March 10, 2020 – Apparently learning nothing from history, the New Zealand Public Advisory Committee for Disarmament and Arms Control (PACDAC) is holding a Parliamentary Symposium on Tuesday to mark the 50th Anniversary of the Treaty on the Non-Proliferation of Nuclear Weapons (NPT) hosted by PACDAC Chair and Under-Secretary for Disarmament and Arms Control Fletcher Tabuteau.
Having been ousted from the ANZUS Defense Treaty in the 1980s by the Reagan Administration, the latest hard left government in New Zealand is back at it.
“This event is an important opportunity to reflect on New Zealand’s proud record of leadership on nuclear disarmament,” Fletcher Tabuteau said.

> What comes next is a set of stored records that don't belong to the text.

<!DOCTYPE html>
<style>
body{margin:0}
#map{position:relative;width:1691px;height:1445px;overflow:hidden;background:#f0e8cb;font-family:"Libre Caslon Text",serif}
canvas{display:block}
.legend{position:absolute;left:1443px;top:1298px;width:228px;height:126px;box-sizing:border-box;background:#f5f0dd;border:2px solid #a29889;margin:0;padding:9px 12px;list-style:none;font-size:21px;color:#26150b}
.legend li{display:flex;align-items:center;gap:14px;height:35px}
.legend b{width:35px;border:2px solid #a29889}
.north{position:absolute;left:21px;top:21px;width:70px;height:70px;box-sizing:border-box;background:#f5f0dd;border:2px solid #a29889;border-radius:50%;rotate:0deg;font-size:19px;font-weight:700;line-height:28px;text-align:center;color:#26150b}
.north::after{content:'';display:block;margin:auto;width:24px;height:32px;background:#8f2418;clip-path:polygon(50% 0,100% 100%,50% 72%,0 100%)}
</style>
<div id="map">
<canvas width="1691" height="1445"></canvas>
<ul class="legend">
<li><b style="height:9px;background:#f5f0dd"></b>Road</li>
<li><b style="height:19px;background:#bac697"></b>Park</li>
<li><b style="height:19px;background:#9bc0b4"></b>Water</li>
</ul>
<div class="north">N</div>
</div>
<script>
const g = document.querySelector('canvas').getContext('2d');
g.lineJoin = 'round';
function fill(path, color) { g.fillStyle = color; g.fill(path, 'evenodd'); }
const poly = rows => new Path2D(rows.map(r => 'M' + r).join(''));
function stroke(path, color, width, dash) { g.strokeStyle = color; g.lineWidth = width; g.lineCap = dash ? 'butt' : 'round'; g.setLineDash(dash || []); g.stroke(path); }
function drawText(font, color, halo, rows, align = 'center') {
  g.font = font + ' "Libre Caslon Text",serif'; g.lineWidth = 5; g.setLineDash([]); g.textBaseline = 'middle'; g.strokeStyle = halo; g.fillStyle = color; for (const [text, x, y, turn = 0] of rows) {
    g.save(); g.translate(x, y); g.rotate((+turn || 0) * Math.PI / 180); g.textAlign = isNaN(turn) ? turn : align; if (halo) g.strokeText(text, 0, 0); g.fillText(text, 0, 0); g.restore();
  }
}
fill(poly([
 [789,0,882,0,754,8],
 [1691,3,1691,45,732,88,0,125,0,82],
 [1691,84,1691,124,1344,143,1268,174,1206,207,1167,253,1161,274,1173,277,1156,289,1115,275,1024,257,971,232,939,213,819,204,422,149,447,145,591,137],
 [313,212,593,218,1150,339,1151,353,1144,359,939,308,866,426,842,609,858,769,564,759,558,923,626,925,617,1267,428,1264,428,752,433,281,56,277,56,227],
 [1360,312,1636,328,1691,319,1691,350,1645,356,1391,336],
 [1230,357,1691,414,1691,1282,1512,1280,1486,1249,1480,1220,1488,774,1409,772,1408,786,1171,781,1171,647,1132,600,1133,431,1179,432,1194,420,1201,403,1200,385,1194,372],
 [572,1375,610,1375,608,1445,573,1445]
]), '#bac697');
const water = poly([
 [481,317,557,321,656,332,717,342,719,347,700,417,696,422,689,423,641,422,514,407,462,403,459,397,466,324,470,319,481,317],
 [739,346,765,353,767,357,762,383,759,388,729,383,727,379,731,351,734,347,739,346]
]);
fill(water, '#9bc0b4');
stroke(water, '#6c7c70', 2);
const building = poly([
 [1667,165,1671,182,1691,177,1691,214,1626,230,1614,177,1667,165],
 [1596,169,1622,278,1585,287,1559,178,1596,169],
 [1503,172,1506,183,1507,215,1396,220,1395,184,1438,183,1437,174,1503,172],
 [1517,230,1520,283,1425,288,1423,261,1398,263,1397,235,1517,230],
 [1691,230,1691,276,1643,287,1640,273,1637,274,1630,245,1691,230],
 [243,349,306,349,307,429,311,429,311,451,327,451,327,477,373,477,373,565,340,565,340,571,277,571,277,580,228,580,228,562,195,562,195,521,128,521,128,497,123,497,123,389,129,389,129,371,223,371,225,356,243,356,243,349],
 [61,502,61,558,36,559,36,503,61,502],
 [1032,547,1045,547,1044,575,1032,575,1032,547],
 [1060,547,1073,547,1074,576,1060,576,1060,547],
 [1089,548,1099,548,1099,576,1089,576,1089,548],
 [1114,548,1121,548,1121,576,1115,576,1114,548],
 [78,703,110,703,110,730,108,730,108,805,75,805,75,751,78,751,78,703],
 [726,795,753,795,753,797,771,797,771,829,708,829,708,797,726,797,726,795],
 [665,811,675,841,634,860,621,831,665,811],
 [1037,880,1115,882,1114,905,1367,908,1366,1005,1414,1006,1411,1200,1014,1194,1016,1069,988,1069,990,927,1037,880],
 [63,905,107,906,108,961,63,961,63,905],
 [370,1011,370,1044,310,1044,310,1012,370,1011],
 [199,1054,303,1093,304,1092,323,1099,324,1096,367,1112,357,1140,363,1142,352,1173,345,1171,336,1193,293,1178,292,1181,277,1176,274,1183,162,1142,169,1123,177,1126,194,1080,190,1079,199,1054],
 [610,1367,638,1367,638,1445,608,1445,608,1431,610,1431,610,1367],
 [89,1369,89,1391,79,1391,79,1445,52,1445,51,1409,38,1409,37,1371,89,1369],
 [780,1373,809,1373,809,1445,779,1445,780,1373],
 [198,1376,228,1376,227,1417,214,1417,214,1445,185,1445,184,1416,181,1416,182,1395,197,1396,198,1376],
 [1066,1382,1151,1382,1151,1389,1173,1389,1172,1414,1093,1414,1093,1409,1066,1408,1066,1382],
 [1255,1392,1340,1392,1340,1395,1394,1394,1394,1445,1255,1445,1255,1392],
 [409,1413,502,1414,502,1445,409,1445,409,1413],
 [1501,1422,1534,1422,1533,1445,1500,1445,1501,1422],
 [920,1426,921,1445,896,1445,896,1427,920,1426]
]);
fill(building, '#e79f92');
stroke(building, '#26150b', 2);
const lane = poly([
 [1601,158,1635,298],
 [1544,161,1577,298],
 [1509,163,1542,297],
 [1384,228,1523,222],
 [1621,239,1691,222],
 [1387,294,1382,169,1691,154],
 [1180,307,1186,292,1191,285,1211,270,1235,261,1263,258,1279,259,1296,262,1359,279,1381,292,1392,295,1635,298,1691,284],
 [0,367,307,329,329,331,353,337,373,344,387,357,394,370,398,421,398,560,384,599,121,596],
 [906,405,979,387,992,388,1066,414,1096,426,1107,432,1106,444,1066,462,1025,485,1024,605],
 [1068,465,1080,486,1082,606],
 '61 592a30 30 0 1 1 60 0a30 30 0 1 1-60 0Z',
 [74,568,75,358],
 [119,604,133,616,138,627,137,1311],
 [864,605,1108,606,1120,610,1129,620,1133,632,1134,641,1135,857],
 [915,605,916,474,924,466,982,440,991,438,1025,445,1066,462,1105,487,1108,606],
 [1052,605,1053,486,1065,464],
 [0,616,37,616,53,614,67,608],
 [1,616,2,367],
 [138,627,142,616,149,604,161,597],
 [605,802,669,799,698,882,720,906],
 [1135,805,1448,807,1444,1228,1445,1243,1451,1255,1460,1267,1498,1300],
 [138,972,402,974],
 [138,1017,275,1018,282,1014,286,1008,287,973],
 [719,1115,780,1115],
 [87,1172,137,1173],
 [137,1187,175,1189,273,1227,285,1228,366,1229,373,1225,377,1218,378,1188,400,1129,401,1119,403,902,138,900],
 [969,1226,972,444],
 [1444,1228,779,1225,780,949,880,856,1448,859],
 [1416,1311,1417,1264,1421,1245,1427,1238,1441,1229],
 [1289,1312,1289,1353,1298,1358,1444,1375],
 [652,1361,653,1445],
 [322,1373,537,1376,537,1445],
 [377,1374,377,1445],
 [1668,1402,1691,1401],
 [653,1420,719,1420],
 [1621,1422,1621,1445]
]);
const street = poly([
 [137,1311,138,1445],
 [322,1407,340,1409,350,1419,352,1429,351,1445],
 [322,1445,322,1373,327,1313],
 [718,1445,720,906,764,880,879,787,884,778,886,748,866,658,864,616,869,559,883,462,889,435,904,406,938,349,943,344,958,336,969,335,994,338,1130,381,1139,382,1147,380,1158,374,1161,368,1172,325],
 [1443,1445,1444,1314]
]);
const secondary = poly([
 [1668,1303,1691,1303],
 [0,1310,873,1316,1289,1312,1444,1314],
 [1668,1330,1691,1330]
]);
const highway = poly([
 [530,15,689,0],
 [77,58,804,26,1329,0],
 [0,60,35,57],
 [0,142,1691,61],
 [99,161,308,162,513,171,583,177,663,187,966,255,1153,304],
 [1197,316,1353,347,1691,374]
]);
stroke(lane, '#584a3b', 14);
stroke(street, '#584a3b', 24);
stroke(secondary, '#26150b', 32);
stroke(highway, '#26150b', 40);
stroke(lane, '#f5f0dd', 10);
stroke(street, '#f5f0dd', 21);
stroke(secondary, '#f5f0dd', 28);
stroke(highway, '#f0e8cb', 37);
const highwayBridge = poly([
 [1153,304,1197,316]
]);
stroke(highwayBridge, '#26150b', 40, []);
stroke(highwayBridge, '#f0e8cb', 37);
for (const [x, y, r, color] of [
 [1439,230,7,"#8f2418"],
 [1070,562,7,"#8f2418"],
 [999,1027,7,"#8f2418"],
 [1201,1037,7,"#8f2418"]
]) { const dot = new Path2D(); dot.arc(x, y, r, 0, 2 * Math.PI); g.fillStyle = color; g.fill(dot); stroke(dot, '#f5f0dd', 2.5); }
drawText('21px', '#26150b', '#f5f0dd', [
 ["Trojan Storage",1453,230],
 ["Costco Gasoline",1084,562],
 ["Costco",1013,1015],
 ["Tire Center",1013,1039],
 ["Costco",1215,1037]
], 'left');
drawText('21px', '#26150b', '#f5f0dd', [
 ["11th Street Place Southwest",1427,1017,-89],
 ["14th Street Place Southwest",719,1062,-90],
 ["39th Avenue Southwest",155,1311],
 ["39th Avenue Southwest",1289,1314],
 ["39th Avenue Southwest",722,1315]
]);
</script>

“As we celebrate the 50th anniversary of the NPT this year, it is New Zealand’s sincere hope that we will also see the entry into force of the Treaty on the Prohibition of Nuclear Weapons in 2020.
“The nuclear weapons possessor states have not met their disarmament obligations under the NPT and progress on nuclear disarmament has stalled. The NPT Review Conference, which begins next month in New York, provides an opportunity for all countries to renew their commitment to a nuclear weapons-free world.
The keynote speaker for the event will be Izumi Nakamitsu, the symbolic United Nations High Representative for Disarmament Affairs.
“This event represents a special opportunity to hear from the UN Secretary-General’s top disarmament official on the current challenges facing nuclear disarmament, which is the UN membership’s oldest – as well as its highest – security priority,” Fletcher Tabuteau said.
The PACDAC was set up under the New Zealand Nuclear Free Zone, Disarmament and Arms Control Act 1987.
The Australia, New Zealand and United States Security Treaty, or ANZUS Treaty, was an agreement signed in 1951 to protect the security of the Pacific. Although the agreement has not been formally abrogated, the United States and New Zealand no longer maintain the security relationship between their countries.